The House Republicans obviously don’t give a damn about the Havenots, the millions who are poor, hungry, or homeless. But that’s hardly news. Now they’ve set their sights on the so-called working class, although millions of Americans still lack jobs. To inflict further pain and suffering, the GOP intends to abolish federal agencies whose charges include ameliorating the plight of at-risk citizens and cleaning up an at-risk environment. The Republican mantra is as simple as it is insidious and benighted: keep lowering taxes and cutting budgets.
The Right will tell anyone and everyone that they’re all about fiscal responsibility. After all, they claim with tongue firmly embedded in cheek, governments should behave like prudent households: carry no debt and spend within your means. Since nearly every government at every level is running a deficit, the solution is to cut, cut, and cut some more. But by all means, don’t increase revenues.
And while we’re at it, the Republicans continue, let’s eliminate those programs that help our worst-off citizens survive. Slash their basic health plans. Gut unemployment benefits.
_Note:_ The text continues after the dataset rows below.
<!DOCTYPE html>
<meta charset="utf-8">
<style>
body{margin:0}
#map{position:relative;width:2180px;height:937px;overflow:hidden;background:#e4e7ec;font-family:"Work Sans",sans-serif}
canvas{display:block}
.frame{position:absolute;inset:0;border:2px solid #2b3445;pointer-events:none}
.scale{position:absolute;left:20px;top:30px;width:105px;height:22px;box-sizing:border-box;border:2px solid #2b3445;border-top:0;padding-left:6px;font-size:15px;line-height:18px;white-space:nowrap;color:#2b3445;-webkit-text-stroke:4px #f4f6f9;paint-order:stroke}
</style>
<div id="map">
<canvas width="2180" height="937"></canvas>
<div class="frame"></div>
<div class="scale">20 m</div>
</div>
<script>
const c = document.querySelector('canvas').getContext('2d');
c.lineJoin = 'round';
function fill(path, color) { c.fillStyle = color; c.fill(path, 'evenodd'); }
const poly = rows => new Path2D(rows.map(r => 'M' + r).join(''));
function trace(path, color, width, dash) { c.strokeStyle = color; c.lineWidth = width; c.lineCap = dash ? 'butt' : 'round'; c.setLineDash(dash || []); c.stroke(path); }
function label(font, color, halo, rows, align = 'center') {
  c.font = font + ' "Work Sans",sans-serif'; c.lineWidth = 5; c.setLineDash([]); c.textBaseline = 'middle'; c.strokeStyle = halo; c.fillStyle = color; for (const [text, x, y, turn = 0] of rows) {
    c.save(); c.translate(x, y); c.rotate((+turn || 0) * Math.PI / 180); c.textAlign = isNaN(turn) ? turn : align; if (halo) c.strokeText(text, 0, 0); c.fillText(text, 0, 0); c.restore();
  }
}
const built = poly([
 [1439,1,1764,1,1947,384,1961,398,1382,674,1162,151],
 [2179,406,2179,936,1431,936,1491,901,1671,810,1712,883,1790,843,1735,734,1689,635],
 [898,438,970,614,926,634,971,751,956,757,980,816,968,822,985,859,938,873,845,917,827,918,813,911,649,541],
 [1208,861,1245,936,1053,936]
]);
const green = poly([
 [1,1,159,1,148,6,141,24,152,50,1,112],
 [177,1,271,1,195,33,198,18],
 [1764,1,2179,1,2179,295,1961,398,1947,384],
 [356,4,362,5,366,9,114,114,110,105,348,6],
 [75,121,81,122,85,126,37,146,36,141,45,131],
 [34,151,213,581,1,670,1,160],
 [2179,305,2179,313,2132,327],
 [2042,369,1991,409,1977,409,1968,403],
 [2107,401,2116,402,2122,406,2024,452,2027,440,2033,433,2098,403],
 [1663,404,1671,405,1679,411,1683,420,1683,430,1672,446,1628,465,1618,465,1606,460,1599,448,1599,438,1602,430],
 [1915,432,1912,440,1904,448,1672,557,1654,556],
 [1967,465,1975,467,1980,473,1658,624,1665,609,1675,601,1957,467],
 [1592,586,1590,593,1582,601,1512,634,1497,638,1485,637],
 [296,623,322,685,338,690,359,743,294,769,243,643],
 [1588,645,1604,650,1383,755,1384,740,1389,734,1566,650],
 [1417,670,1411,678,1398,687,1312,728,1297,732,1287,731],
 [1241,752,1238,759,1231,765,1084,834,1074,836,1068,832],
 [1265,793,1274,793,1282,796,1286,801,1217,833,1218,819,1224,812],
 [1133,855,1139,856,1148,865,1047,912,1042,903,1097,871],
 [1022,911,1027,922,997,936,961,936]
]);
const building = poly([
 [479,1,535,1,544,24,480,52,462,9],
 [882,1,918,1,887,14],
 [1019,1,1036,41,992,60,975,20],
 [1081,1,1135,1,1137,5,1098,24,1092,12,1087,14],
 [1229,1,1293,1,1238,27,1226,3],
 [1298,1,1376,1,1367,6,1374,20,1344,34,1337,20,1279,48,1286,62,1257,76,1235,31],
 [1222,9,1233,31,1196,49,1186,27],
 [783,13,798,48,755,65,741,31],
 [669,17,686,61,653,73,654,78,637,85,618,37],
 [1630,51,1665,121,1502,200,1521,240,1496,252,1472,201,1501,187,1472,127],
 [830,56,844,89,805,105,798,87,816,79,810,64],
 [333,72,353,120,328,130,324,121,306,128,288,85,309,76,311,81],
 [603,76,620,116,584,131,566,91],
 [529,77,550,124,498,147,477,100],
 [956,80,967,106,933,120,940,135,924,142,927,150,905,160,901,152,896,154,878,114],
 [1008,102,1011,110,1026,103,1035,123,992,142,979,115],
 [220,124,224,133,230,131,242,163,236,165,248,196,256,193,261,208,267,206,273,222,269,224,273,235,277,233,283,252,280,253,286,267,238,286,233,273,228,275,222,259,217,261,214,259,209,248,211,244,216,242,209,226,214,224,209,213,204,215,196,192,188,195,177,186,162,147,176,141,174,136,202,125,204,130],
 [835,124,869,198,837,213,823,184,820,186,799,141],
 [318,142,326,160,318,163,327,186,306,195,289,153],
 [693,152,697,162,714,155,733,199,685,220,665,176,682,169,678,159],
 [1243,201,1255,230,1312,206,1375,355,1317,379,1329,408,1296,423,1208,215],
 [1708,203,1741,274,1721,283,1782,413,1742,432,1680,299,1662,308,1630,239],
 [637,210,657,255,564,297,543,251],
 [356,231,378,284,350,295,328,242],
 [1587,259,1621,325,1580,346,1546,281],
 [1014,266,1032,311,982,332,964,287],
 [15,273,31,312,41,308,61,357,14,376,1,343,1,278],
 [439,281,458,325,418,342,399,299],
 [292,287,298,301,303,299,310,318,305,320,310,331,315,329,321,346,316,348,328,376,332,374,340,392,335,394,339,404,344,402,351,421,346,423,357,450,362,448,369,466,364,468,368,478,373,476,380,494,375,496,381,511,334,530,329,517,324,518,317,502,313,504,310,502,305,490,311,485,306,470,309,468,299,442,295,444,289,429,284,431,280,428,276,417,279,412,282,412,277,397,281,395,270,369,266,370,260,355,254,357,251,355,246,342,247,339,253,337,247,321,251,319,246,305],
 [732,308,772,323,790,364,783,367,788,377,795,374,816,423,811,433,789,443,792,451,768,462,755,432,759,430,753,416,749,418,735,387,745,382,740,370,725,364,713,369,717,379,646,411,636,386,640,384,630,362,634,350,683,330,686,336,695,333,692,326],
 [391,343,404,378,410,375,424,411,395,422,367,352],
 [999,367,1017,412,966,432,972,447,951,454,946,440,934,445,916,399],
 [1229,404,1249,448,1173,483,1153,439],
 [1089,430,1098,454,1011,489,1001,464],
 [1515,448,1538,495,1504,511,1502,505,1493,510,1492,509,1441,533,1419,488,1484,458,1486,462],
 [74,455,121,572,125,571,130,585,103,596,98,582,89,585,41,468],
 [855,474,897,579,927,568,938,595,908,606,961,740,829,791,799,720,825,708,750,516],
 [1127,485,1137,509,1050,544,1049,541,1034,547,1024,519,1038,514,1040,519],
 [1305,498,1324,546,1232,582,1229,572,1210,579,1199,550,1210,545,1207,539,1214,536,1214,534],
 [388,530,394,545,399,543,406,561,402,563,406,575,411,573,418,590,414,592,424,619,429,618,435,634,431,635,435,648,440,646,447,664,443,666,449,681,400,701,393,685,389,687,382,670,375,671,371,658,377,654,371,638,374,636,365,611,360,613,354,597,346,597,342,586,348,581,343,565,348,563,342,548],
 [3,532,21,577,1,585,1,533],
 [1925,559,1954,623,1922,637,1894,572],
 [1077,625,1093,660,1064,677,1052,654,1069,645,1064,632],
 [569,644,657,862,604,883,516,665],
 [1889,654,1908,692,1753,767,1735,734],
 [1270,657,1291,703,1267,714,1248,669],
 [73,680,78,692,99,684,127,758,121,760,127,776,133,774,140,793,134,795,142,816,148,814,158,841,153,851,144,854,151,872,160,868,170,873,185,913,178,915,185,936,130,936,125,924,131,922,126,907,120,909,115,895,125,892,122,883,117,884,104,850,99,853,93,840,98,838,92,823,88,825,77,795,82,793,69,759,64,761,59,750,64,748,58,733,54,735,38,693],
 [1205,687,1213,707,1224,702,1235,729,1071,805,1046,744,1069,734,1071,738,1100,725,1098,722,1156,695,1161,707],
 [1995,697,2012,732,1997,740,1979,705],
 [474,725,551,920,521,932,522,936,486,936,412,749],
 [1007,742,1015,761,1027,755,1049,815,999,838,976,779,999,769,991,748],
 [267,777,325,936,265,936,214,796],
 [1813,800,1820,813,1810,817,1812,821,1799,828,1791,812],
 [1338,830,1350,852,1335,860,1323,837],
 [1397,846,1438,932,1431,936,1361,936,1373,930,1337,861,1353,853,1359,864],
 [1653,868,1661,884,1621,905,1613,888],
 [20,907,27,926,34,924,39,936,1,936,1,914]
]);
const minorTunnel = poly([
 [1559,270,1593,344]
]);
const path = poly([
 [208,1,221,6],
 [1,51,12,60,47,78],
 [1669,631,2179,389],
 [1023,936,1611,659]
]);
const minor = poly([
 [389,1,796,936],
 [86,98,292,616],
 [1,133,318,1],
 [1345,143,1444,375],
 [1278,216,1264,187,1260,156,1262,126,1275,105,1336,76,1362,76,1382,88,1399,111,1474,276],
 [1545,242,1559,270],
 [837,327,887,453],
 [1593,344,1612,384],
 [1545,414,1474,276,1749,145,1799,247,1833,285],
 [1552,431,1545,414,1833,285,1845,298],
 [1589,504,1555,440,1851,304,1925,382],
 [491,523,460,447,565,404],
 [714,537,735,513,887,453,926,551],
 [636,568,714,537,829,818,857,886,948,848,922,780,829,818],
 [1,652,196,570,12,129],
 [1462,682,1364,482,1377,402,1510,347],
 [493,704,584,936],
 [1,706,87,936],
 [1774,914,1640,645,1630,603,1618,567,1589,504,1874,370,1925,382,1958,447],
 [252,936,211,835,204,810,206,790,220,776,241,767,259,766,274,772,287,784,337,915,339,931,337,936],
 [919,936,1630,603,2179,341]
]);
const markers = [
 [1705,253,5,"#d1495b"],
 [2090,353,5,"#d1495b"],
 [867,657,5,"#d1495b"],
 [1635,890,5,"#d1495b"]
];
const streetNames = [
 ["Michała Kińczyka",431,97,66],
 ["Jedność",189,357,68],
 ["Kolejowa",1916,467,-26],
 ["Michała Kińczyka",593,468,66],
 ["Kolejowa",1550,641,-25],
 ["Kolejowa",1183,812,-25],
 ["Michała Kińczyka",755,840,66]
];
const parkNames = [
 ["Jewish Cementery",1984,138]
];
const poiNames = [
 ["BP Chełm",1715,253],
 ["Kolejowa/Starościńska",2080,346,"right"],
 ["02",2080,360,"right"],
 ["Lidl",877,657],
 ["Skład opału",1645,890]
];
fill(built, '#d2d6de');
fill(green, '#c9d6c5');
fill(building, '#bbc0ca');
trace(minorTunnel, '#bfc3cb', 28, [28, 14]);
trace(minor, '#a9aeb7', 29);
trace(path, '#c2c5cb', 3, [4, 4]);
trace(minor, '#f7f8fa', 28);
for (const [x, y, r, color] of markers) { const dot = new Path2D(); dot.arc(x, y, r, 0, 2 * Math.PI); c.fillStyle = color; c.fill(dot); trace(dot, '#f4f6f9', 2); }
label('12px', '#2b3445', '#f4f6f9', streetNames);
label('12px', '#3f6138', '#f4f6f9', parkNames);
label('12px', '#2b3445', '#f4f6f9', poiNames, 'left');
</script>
Abolish welfare.
Yet, such draconian measures are not only heartless they’re also lousy economics.
A while back Moody’s produced a version of the this linked graph (bang-for-buck). It shows the multiplier effect of a dollar spent or un-taxed in selected ways.
McClatchy News, one of the few papers to expose the inanity of Bush’s Iraq adventure, has published a report of states’ efforts to reduce taxes, ostensibly to stimulate their economies. It hasn’t worked.
Their willingness to forgo needed tax revenue is hard to fathom, as states face a collective $125 billion budget shortfall for the coming fiscal year, said Jon Shure, the deputy director of the State Fiscal Project at the Center on Budget and Policy Priorities, a respected liberal research institute in Washington.
“To be cutting taxes when you’re short of revenue is like saying you could run faster if you cut off your foot,” Shure said.
The logic is not difficult to follow. By lowering tax rates during relatively robust economic times, states have incurred a double whammy during recessionary periods, as the costs of providing public services—supplied only by governments—rise while revenues decline.
“My argument to state lawmakers is that lower rates for everybody are better than tax incentives for some,” [Tax Foundation President Scott] Hodge said.
That incentive-free philosophy was behind Michigan Gov. Rick Snyder’s call for a flat 6 percent corporate income tax to replace the current business tax system. But Snyder’s flat tax amounts to a $1.5 billion tax cut for businesses, paid for in part by education cuts, personal income tax increases and taxing public and private pensions.
“We think that’s the way to rebuild our state, and to get it on a path toward economic prosperity,” Snyder’s top economic development official, Michael Finney, said during a recent trip to Washington.
History suggests otherwise, however. After the nation recovered from the 1990-91 recession, 43 states made sizable tax cuts from 1994 to 2001 as the economy surged. Twenty-eight states, in fact, reduced their unemployment insurance payroll taxes after 1995.
But states that cut taxes the most ended up with the largest budget shortfalls and higher job losses when the economy slowed again in 2001, according to research by the Center on Budget and Policy Priorities.
I submit that from a moral perspective, the suffering incurred by our least well-off can and should be blamed on those who wish to both cut taxes and squeeze government budgets. So, when you read about someone who has to forgo prescription drugs to treat a serious ailment, because of budget cuts, blame it on the Republicans. When you see long lines in front of a local food bank, blame them on the Republicans. If an elderly person is forced to eat cat food, blame it on the Republicans. Should you be encountering potholes in the roadways, blame them on the Republicans. When public school teachers are forced to live in trailer parks, blame this on the Republicans.
The GOP and the Tea Party may have done us a favor by revealing themselves as soulless bastards. Now it’s up to the rest of us to exploit the revelation in a concerted call for decency and sympathy. Yep, that means higher taxes on the rich and expanded public services.
Golly, that sounds so socialistic. Amen.